Il mondo confindustriale oggi si fa sentire, anche il presidente calabrese, Aldo Ferrara, e tutto il pantheon della sinistra meridionalista capitanata dall’ex ministro Provenzano. In effetti il quadro generale per il Mezzogiorno non è per nulla chiaro, a partire dal finanziamento della Zes unica che sembra essere andata in cavalleria mentre è stato adottato dal Governo il regolamento per il finanziamento delle Zone logistiche speciali del Nord (in pratica lo stesso strumento delle Zes concepito per bilanciare il meccanismo favorevole per le regioni meridionali, tanto per non scontentare nessuno). Il decreto coesione di fine aprile dà un’indicazione per l’assunzione di donne e giovani, non basta dicono. Fitto ruggisce su Facebook, con gli esclamativi e i punti rossi corpo 60 per dare forza alle parole “La ricostruzione offerta dalle opposizioni sulla misura Decontribuzione Sud è falsa e pretestuosa. Al riguardo, è necessario pertanto fare chiarezza”.

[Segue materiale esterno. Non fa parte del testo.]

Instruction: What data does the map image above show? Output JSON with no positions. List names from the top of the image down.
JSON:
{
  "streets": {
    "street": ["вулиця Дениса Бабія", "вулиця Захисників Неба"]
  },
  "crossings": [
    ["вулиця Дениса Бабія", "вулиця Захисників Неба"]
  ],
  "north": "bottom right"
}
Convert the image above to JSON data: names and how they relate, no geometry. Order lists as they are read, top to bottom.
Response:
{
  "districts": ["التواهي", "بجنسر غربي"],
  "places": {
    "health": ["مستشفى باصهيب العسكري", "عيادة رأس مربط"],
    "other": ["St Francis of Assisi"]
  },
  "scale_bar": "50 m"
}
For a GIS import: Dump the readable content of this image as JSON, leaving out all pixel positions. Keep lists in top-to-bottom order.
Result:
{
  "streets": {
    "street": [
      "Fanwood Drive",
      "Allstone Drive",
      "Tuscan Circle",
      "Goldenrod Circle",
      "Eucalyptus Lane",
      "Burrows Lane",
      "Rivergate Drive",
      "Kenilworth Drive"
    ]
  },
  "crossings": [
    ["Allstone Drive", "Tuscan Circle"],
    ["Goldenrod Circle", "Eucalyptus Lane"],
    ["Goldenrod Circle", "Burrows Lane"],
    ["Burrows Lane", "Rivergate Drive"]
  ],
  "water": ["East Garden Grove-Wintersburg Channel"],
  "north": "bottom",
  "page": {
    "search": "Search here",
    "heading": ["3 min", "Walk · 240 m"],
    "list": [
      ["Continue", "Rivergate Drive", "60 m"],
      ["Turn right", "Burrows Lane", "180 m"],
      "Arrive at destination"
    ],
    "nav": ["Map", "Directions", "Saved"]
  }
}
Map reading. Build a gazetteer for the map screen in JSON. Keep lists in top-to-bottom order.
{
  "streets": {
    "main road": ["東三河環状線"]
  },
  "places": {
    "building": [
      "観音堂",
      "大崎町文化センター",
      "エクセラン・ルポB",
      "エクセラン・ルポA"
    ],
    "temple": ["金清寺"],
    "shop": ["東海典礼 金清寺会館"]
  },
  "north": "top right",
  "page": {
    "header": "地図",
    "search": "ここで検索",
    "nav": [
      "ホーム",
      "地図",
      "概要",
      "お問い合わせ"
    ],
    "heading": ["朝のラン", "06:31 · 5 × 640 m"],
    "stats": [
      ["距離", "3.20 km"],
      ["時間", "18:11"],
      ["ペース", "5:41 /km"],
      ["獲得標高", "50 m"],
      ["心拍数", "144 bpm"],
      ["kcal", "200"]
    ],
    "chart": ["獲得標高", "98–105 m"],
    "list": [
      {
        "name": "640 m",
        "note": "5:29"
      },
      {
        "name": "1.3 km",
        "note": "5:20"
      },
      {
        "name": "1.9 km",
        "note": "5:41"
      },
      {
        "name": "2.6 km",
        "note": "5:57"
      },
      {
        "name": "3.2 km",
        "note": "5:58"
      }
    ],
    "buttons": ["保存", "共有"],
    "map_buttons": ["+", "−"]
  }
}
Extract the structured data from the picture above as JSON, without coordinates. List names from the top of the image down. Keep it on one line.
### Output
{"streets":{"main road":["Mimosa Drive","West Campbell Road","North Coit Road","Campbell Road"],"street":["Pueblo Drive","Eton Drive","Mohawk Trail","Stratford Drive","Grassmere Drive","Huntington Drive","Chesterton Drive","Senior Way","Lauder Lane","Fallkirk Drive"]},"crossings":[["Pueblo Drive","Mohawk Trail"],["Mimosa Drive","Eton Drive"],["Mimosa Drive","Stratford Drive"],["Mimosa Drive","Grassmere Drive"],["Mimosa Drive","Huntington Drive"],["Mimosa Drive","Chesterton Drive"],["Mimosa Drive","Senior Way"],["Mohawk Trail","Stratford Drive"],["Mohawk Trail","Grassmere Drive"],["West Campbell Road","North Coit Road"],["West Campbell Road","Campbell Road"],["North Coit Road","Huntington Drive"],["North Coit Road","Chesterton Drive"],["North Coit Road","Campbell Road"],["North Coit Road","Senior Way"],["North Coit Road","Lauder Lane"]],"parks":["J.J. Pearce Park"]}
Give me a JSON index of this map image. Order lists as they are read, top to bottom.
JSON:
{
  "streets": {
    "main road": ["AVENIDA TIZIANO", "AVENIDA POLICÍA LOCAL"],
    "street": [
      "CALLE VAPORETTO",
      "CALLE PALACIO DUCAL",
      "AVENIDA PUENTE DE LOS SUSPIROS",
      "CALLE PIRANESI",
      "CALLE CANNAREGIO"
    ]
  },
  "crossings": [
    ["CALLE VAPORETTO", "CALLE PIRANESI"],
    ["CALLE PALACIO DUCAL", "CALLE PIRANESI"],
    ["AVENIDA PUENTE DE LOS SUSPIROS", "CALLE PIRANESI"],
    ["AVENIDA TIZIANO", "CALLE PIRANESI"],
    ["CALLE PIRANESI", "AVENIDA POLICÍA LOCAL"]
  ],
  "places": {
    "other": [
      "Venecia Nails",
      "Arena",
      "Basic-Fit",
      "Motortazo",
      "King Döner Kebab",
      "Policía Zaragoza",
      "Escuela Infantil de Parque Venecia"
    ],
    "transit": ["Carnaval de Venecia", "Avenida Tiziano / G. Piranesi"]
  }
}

Ma quello che è più interessante del decreto coesione è la riprogrammazione dei fondi strutturali europei in base a Step (acronimo che sta per Strategic Technolgies for Europe Platform). Nei prossimi anni su questa piattaforma confluiranno 160 miliardi destinati a chi investe in tecnologie strategiche, 5G, elettronica, intelligenza artificiale, cybersecurity, energia rinnovabile, biotecnologia. Allora, per tornare alla premessa, mettiamoci d’accordo. Fateci caso, non c’è intervista a politico o sindacalista di destra o di sinistra che, interrogato sulla spinta per il futuro, non si riempia la bocca di parole come innovazione, digitalìzzazione e transizione ecologica. La maggioranza non sa neppure di cosa parla, parlano per parlare senza avere un quadro chiaro di cosa significhi, dei tempi soprattutto, e dei problemi industriali connessi in settori strategici. Se guardiamo alla start up che ha avuto un’idea geniale su come far parlare i Bronzi di Riace allora forse facciamo bene a continuare a discutere del problema della decontribuzione Sud. Ma se vogliamo concentrarci sulle questioni industriali di sistema non possiamo mettere l’occhio sul minus (chiamiamolo bonus) facendoci sfuggire il macro. Qualche settimana fa uno dei più grandi Medical center internazionali (Synlab) con molti laboratori clinici in Italia ha subito un attacco cibercriminale ai sistemi informatici, non si potevano più fare i prelievi, non si avevano più i referti, i dati sono stati oscurati. Ecco, di questo dovremmo preoccuparci, di “curvare” la formazione professionale non verso il recupero del vecchio mestiere dell’impagliatore che ci fa sentire così a nostro agio nella tenuta dove ti vendono pasta e tradizione. Serve anche questo, ovviamente. Ma nel frattempo il mondo è cambiato, e da parecchio pure, e ne va assecondata la corsa con intelligenza senza struggimenti. Ora, che Fitto agisca perché abbia capito dove va il mondo, non sappiamo. Che tutti attorno a lui sbraitino al primo cedimento delle vecchie garanzie non ci rassicura sul fatto che lo abbiano capito gli altri. (redazione@corrierecal.it)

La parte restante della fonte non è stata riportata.